Option 2: Checkpoint Coordinator maintains the finish status separately

If triggering one task fails due to the task finished in advance, what we need to is to report an empty state for this task and re-trigger its descendant tasks. The first action is simple to achieve since the state is empty and the core is how to notify the descendant tasks. For option 1 we have to go via JobMaster since when the task report FINISH the channels to the descendant tasks have already been closed by emitting EndOfPartition.

Therefore, another option is to not reuse the tasks' FINISH status and introduce another report before emitting EndOfPartition. As shown in Figure 2, we could make StreamTask report to CheckpointCoordinator about its going to finish. CheckpointCoordinator would marked the task as finished immediately when received the report, and reply the tasks with the pending checkpoints that do not trigger it successfully. The StreamTask would then broadcast corresponding barriers to the descendant tasks as normal checkpoints. 
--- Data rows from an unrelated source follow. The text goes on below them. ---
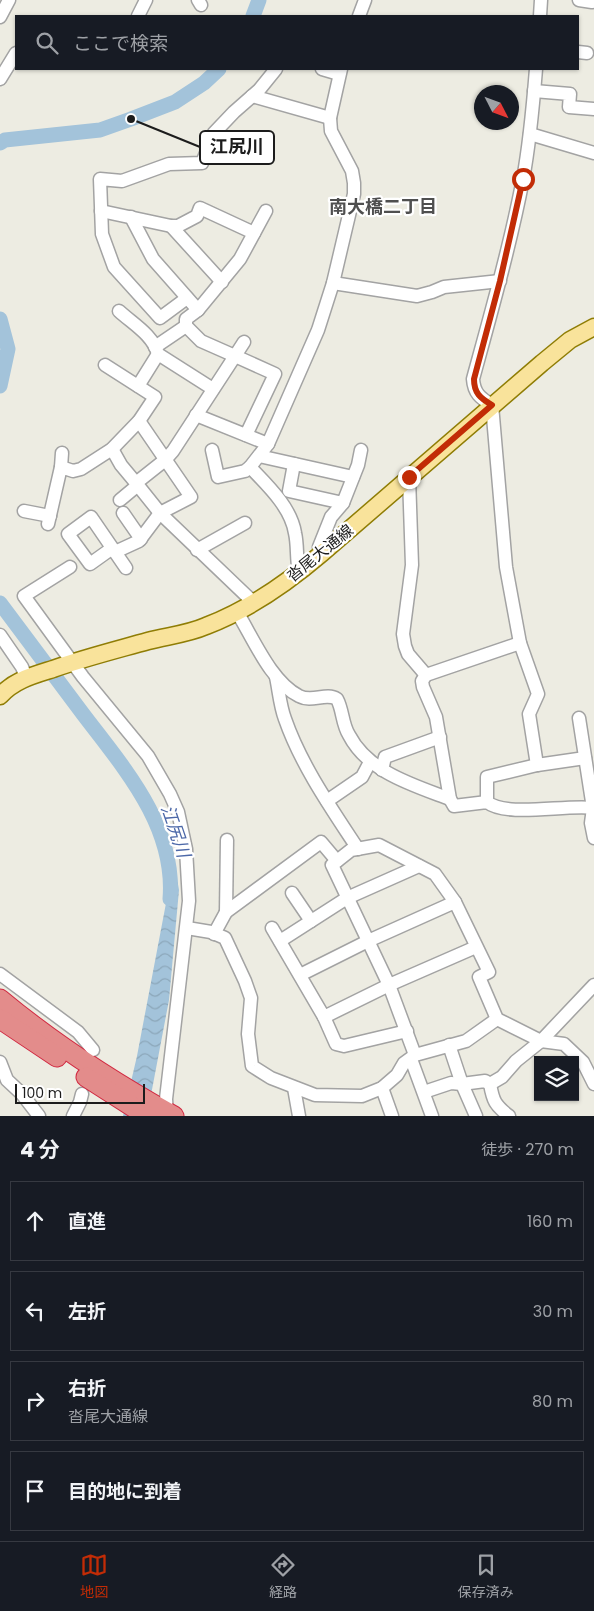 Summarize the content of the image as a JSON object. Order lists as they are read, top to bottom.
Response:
{
  "streets": {
    "main road": ["沓尾大通線"]
  },
  "districts": ["南大橋二丁目"],
  "water": ["江尻川"],
  "places": ["江尻川"],
  "scale_bar": "100 m",
  "north": "bottom right",
  "page": {
    "search": "ここで検索",
    "scale": "100 m",
    "heading": ["4 分", "徒歩 · 270 m"],
    "list": [
      ["直進", "160 m"],
      ["左折", "30 m"],
      ["右折", "沓尾大通線", "80 m"],
      "目的地に到着"
    ],
    "nav": ["地図", "経路", "保存済み"]
  }
}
Compare to the first option, this option introduces a new RPC and asks CheckpointCoordinator to maintain a set of finished tasks. CheckpointCoordinator also need to remove the tasks from the set if it restarted. However, the maintained set could be discarded on JobMaster Failover, which decrease the complexity. Besides, this option avoid the cascade finish problem. 

For the first version we would go with the option 1 to avoid complex implementation involving new RPC and duplicate finished state.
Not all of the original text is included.